Pamuk tişörtler, hassas bluzlar, okuldan gelen kalın eşofmanlar… Normalde hepsi için ayrı ayrı düşünüp doğru programı aramanız gerekir. Ama artık değil. Gün içinde onlarca şeyle uğraşırken bir de çamaşırın “fazla mı kurudu, az mı kurudu, ya buruşursa?” stresi yaşamıyorsunuz. Çünkü makineler zaten kendi arasında konuşup sizin yerinize karar veriyor.  

Çamaşır ve kurutma makineniz sadece yan yana duran iki cihaz değil; birbirini anlayan, sizin yerinize düşünen bir ikili. Siemens iQ500’ün intelligentDry teknolojisi sayesinde “Acaba doğru programı seçtim mi?” stresi tamamen bitiyor. Yıkama bittiği anda çamaşır makineniz tüm detayları (kumaş türü, yük miktarı, ıslaklık seviyesi, hatta ısı toleransını) tek tek kurutma makinesine iletiyor. Kurutma makinesi de tüm bu bilgileri alıp kıyafetlerin için en doğru programı otomatik olarak seçiyor ve başlatıyor. 



Evinizde görünmez bir iş ortağı varmış gibi… Sessiz, hızlı ve tamamen sizin konforunuz için çalışan. Tek yapmanız gereken çamaşırları makineye atmak; gerisini teknolojinin kendisine bırakmak ve keyfini çıkarmak. 
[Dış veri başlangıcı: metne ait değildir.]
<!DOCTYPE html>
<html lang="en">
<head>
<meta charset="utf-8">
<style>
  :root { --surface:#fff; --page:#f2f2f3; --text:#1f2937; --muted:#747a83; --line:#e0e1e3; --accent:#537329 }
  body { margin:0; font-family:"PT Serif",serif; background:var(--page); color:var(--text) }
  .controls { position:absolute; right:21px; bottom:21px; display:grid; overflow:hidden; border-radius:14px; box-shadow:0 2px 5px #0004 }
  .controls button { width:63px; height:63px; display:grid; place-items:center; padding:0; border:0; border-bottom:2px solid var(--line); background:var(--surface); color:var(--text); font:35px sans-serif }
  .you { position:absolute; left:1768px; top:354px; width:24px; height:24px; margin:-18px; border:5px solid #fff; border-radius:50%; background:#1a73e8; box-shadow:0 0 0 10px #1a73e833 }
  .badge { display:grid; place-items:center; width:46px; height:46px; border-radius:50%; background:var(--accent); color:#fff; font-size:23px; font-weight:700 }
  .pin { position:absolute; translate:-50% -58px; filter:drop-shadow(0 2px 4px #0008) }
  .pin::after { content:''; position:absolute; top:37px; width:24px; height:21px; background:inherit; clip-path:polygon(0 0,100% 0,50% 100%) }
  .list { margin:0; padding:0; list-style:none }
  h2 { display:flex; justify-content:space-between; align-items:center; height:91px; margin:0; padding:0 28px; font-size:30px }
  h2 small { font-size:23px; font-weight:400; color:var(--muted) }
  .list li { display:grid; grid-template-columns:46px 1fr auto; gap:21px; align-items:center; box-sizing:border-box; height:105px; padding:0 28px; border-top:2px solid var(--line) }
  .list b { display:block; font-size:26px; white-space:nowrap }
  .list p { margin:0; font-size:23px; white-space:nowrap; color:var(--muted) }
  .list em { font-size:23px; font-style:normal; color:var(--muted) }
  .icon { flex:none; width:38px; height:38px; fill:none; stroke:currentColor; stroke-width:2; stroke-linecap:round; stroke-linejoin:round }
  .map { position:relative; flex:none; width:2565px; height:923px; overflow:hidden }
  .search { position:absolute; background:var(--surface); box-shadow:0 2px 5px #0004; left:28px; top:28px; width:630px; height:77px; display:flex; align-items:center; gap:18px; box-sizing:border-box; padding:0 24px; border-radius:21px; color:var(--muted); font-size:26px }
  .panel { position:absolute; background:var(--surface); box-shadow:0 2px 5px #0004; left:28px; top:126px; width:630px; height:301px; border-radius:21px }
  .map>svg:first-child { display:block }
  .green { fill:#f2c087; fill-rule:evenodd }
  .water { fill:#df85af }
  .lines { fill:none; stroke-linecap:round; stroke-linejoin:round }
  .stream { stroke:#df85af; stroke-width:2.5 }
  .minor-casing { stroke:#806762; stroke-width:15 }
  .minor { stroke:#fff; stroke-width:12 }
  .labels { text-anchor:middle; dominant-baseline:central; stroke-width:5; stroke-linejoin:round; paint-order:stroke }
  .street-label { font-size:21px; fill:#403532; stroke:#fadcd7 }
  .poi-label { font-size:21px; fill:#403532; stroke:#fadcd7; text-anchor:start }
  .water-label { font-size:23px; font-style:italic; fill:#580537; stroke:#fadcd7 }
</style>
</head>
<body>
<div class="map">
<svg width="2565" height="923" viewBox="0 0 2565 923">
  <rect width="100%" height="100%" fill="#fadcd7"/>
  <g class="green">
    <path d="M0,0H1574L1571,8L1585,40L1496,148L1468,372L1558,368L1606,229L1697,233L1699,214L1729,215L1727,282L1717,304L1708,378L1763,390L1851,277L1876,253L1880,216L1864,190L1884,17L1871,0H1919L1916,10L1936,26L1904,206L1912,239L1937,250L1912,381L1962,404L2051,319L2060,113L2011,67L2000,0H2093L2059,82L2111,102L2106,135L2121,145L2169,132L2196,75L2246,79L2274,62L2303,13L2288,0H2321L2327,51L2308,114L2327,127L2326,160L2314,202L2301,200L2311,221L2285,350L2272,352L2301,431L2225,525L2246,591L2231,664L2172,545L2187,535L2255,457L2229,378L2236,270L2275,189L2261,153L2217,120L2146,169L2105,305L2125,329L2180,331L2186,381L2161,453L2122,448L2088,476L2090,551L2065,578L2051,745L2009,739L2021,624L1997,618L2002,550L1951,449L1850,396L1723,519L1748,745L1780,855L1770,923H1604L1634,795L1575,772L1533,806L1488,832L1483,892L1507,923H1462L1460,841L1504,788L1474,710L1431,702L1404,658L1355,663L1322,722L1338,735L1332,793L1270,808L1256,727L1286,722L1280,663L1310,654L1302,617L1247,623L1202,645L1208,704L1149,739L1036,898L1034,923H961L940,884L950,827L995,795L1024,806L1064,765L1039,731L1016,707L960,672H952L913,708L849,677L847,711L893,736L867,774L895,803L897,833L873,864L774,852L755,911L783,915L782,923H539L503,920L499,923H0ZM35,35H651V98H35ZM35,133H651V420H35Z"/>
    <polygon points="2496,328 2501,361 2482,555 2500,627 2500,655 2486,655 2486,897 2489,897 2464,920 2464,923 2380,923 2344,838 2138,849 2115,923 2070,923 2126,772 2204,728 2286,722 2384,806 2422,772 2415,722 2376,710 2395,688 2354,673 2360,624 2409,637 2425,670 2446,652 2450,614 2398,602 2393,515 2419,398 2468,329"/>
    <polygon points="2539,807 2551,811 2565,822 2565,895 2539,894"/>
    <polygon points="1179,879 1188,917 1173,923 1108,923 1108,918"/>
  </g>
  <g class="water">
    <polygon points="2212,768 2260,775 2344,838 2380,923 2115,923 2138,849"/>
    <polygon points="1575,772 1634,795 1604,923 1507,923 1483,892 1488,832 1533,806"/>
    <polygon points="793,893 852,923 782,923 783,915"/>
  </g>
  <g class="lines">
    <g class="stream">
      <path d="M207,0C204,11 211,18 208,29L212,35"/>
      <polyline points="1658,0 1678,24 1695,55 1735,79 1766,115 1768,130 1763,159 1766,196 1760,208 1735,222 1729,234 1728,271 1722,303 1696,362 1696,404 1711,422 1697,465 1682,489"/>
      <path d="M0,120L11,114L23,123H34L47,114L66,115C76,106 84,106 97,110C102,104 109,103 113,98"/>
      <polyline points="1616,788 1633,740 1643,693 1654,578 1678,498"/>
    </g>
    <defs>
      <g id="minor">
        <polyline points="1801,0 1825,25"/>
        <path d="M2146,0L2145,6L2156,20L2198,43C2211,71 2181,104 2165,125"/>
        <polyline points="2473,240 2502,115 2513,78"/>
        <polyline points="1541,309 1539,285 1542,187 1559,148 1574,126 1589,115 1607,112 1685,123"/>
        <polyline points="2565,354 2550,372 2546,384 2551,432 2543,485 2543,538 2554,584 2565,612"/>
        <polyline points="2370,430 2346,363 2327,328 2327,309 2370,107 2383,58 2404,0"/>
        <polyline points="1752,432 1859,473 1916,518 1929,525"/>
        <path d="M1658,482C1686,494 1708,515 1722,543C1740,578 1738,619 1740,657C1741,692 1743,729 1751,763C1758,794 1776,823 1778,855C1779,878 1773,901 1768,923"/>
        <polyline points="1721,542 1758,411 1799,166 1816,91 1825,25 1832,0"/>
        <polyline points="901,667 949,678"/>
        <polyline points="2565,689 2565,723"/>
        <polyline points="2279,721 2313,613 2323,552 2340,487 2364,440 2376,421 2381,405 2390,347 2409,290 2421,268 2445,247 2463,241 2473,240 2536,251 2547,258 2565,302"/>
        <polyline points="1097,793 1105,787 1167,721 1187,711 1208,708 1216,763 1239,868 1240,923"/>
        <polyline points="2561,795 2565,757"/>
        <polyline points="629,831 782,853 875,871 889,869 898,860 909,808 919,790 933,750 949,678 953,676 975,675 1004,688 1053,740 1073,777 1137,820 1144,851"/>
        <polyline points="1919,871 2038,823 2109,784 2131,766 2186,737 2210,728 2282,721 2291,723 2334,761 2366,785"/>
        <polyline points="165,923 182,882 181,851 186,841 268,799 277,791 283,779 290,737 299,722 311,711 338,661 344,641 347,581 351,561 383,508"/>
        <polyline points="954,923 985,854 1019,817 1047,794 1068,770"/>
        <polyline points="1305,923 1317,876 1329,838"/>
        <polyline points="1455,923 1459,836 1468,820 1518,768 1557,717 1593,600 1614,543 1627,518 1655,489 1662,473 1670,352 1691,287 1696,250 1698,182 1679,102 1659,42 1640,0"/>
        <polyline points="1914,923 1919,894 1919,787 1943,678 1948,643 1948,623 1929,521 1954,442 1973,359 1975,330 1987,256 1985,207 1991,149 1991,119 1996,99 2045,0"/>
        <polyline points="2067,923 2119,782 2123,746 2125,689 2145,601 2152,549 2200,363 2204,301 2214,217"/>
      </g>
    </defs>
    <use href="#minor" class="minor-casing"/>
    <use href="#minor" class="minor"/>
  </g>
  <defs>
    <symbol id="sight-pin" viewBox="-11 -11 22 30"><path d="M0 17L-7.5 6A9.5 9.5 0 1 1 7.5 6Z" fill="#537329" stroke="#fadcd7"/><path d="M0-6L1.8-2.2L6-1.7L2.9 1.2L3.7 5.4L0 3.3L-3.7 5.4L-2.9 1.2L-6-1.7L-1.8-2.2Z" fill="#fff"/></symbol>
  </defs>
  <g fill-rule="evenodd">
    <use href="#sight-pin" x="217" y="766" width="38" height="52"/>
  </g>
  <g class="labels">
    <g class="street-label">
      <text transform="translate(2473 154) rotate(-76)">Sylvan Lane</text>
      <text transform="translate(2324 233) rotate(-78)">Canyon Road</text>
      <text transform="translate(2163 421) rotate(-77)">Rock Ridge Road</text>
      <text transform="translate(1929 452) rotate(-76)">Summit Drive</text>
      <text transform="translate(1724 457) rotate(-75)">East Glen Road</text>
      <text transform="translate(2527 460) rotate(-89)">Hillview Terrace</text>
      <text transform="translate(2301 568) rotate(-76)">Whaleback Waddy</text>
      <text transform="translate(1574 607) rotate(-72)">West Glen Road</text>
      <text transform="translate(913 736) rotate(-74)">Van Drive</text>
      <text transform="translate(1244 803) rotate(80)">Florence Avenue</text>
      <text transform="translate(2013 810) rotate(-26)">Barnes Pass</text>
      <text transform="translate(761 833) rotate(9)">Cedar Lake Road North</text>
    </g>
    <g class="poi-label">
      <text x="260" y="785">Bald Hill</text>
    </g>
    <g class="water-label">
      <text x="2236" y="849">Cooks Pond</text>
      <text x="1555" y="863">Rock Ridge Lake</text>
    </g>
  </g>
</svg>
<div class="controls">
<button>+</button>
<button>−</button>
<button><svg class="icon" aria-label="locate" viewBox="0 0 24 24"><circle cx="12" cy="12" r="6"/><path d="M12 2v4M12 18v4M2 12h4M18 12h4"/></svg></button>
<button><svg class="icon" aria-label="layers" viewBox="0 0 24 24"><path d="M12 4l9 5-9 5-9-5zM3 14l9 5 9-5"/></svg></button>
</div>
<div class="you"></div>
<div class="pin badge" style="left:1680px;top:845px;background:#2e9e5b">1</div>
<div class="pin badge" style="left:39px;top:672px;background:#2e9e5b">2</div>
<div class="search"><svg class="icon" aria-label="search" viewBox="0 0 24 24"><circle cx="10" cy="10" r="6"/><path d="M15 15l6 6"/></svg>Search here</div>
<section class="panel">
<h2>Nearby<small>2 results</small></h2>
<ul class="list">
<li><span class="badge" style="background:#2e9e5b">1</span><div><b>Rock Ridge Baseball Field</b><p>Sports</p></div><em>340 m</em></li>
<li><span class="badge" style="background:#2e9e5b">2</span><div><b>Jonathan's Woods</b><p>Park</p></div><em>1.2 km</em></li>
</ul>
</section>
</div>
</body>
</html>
Mini Yük Özelliği: “Şunu bir hızlı aradan çıkarayım” dediğiniz anlar için 

Spor sonrası sepette sırasını bekleyen bir tişört, “yarın tekrar giyeceğim” diye bir kenara ayırdığınız gömlek ya da akşam dışarı çıkmadan önce anında yıkanması gereken bir bluz. Makineyi tam dolduracak kadar birikmesini beklemek istemezsiniz; ama tek parça kıyafet için makinenizi çalıştırmak istemezsiniz. Siemens iQ500 çamaşır makinesinin mini yük özelliği tam da bu anlar için tasarlandı. Yarım kiloya kadar olan birkaç parça çamaşırı, kısa sürede ve düşük enerji tüketimiyle yıkayabilirsiniz.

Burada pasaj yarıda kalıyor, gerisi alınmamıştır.